The implementation of HPV testing in head and neck carcinomas, namely, OPSQCC, has revolutionized the management and prognosis for patients with hrHPV-positive OPSQCC. These patients may be spared extensive chemotherapy and radiotherapy regimes and overall have better outcomes than patients with conventional OPSQCC. There are a number of testing modalities available for the detection of hrHPV including evaluation of the surrogate marker p16 by IHC and direct detection of the virus by RNA and DNA isolation methods. Both the AJCC and CAP now recommend hrHPV testing as part of the work-up of OPSQCC. A positive p16 is reported for surgical specimens when at least 70% moderate to strong nuclear and cytoplasmic staining is present in tumor cells. The clinical relevance of HPV testing of head and neck carcinomas outside the oropharynx has not been established, and therefore routine HPV testing of these tumors is not currently recommended. The reporting of the HPV status of an OPSQCC should be included in the top-line diagnosis. Tumor grade or differentiation status is not reported as this does not impact prognosis in HPV-positive tumors. Preferred terminology is HPV-positive or p16-positive SQCC with a description of the testing method used and result included in the report.
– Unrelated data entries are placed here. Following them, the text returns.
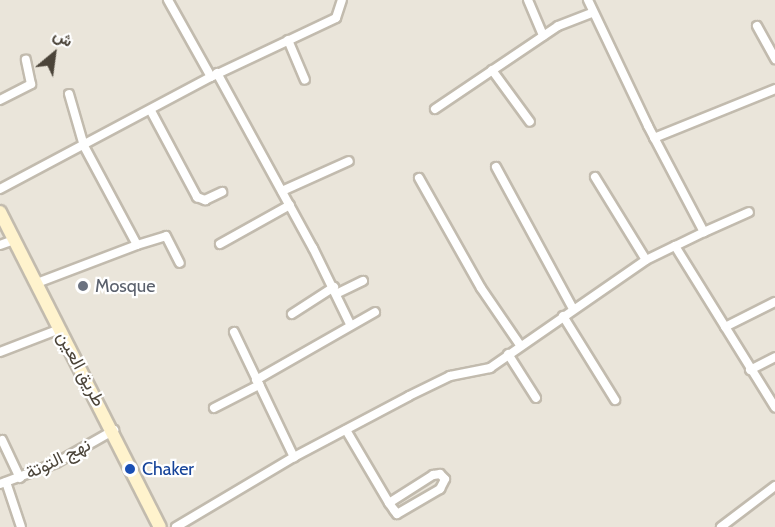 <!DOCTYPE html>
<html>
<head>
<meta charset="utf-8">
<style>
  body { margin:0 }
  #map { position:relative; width:775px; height:527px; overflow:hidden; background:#f6f3ec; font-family:Cabin,Vazirmatn,sans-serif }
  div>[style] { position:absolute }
  .residential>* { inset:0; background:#eae5da; transform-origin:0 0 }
  .roads { filter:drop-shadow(2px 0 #c2bbae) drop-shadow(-2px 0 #c2bbae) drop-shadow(0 2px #c2bbae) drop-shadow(0 -2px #c2bbae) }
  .street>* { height:8px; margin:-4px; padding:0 4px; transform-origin:4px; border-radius:4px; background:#fff }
  .secondary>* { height:12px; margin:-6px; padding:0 6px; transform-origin:6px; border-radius:6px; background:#fff3cd }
  .dots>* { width:16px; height:16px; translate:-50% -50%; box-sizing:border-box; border:3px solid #fff; border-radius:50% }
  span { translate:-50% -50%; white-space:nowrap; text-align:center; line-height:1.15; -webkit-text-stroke:4.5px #fff; paint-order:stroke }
  .worship-label { font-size:18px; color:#5b616d }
  .left { translate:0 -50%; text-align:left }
  .street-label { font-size:18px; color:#4b4439 }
  .transit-label { font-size:18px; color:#164399 }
  .north { position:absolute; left:24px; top:24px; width:60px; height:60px; -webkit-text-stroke:4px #fff; paint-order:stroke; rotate:29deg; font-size:16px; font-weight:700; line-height:24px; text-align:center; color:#4b4439 }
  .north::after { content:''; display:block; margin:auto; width:21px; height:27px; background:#4b4439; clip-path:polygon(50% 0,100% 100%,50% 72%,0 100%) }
</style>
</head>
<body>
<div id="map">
  <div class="residential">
    <i style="left:0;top:0;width:775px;height:527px"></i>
  </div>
  <div class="roads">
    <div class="street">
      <i style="left:168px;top:0;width:88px;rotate:60.8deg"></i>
      <i style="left:528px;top:0;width:39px;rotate:67deg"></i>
      <i style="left:588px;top:0;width:140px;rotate:64.5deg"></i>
      <i style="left:648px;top:126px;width:120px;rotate:62.2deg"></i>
      <i style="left:704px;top:232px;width:32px;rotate:154deg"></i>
      <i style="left:757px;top:26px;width:38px;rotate:61deg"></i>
      <i style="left:288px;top:40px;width:43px;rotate:67deg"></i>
      <i style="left:492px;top:70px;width:64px;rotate:53.8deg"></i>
      <i style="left:217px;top:73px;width:200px;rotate:61.3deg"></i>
      <i style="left:313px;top:248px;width:85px;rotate:64deg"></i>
      <i style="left:69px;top:94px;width:54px;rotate:73.9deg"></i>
      <i style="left:84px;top:146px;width:112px;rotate:61.8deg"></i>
      <i style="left:137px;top:245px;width:30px;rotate:-17deg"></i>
      <i style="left:166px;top:236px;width:30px;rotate:63deg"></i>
      <i style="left:0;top:100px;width:35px;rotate:-27deg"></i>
      <i style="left:31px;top:84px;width:25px;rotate:-102deg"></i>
      <i style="left:435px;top:109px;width:148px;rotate:-34deg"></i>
      <i style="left:558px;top:26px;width:36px;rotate:-21deg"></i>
      <i style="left:151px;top:111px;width:98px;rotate:61.9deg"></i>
      <i style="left:197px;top:197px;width:9px;rotate:21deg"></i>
      <i style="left:205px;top:200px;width:19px;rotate:-25deg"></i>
      <i style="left:654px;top:138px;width:131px;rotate:-22deg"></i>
      <i style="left:496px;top:167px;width:162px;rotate:61.5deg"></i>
      <i style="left:595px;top:177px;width:97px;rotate:58.4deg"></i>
      <i style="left:419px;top:178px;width:126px;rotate:60.6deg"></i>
      <i style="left:481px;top:288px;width:69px;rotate:55.6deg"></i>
      <i style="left:0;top:189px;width:239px;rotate:-28deg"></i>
      <i style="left:211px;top:77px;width:138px;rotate:-25.3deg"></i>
      <i style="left:336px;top:18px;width:19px;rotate:-72deg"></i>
      <i style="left:282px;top:191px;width:73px;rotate:-24.1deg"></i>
      <i style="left:704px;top:232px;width:49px;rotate:-24deg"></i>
      <i style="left:220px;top:244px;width:80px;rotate:-29.1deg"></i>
      <i style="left:0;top:245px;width:15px;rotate:-20deg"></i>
      <i style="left:37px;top:283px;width:107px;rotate:-20.8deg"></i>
      <i style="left:336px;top:294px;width:30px;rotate:-26deg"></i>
      <i style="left:292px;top:314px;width:50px;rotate:-32.7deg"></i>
      <i style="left:563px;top:316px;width:99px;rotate:58.2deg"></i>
      <i style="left:725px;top:327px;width:56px;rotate:-26.6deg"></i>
      <i style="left:234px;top:332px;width:139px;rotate:64.4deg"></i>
      <i style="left:0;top:352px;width:64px;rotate:-21deg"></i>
      <i style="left:508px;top:354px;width:52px;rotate:57.5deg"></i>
      <i style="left:750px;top:370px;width:28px;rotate:-27deg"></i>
      <i style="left:256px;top:380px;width:137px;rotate:-29.7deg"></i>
      <i style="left:214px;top:408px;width:51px;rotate:-27.1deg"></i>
      <i style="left:346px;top:430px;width:85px;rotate:59.5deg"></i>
      <i style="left:389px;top:503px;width:9px;rotate:54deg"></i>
      <i style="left:394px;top:510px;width:5px;rotate:53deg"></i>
      <i style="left:397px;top:514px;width:50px;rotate:-30.2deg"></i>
      <i style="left:440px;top:489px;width:11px;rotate:-63deg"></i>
      <i style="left:445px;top:479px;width:7px;rotate:-135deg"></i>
      <i style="left:440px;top:474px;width:7px;rotate:172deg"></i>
      <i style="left:433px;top:475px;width:52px;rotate:147.5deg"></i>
      <i style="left:2px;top:440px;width:42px;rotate:64.7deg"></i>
      <i style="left:6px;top:482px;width:47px;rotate:71.6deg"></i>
      <i style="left:0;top:484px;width:60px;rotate:-20.6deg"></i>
      <i style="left:56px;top:463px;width:67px;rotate:-29.6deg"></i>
      <i style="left:176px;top:527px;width:137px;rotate:-30.7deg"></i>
      <i style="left:294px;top:457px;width:130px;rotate:-27.9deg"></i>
      <i style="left:409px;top:396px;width:46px;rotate:-26deg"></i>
      <i style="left:450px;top:376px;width:41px;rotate:-11.3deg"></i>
      <i style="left:490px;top:368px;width:190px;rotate:-34.7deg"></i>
      <i style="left:646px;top:260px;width:32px;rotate:-26deg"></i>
      <i style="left:675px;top:246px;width:190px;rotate:58.2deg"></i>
      <i style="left:721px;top:527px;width:68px;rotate:-37.2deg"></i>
    </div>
    <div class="secondary">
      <i style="left:0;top:212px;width:353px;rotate:63.1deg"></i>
    </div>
  </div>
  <div class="dots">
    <i style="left:83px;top:286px;background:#6b7280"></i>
    <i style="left:130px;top:469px;background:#1a4fb4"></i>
  </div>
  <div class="worship-label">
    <span class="left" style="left:95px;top:286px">Mosque</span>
  </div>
  <div class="street-label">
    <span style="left:81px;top:369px;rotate:62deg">طريق العين</span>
    <span style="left:58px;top:459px;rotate:-26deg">نهج التوتة</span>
  </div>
  <div class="transit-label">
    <span class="left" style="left:142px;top:469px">Chaker</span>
  </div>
  <div class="north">ش</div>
</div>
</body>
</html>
For cytology specimens, CAP guidelines recommend hrHPV testing on all FNA specimens of known or suspected OPSQCC when hrHPV status has not previously been established and for metastatic SQCC of unknown primary. However, the choice of method of hrHPV testing in cytology specimens is left up to the pathologist or laboratory performing the test.

There is no single perfect test for HPV detection, and as discussed above, each test type has its own limitations and advantages (Table 9.1). Rigorous laboratory validation is essential for all HPV testing methods. The adequacy of the cytology specimen is paramount to reliable HPV testing, and evaluation of adequacy at the time of FNA is recommended to ensure optimal sampling. Until widely validated criteria for HPV testing in cytologic material are established, it is incumbent upon practicing pathologists to judiciously report HPV status and ensure that testing performed at the individual institution is thoroughly validated in order to provide optimal patient care.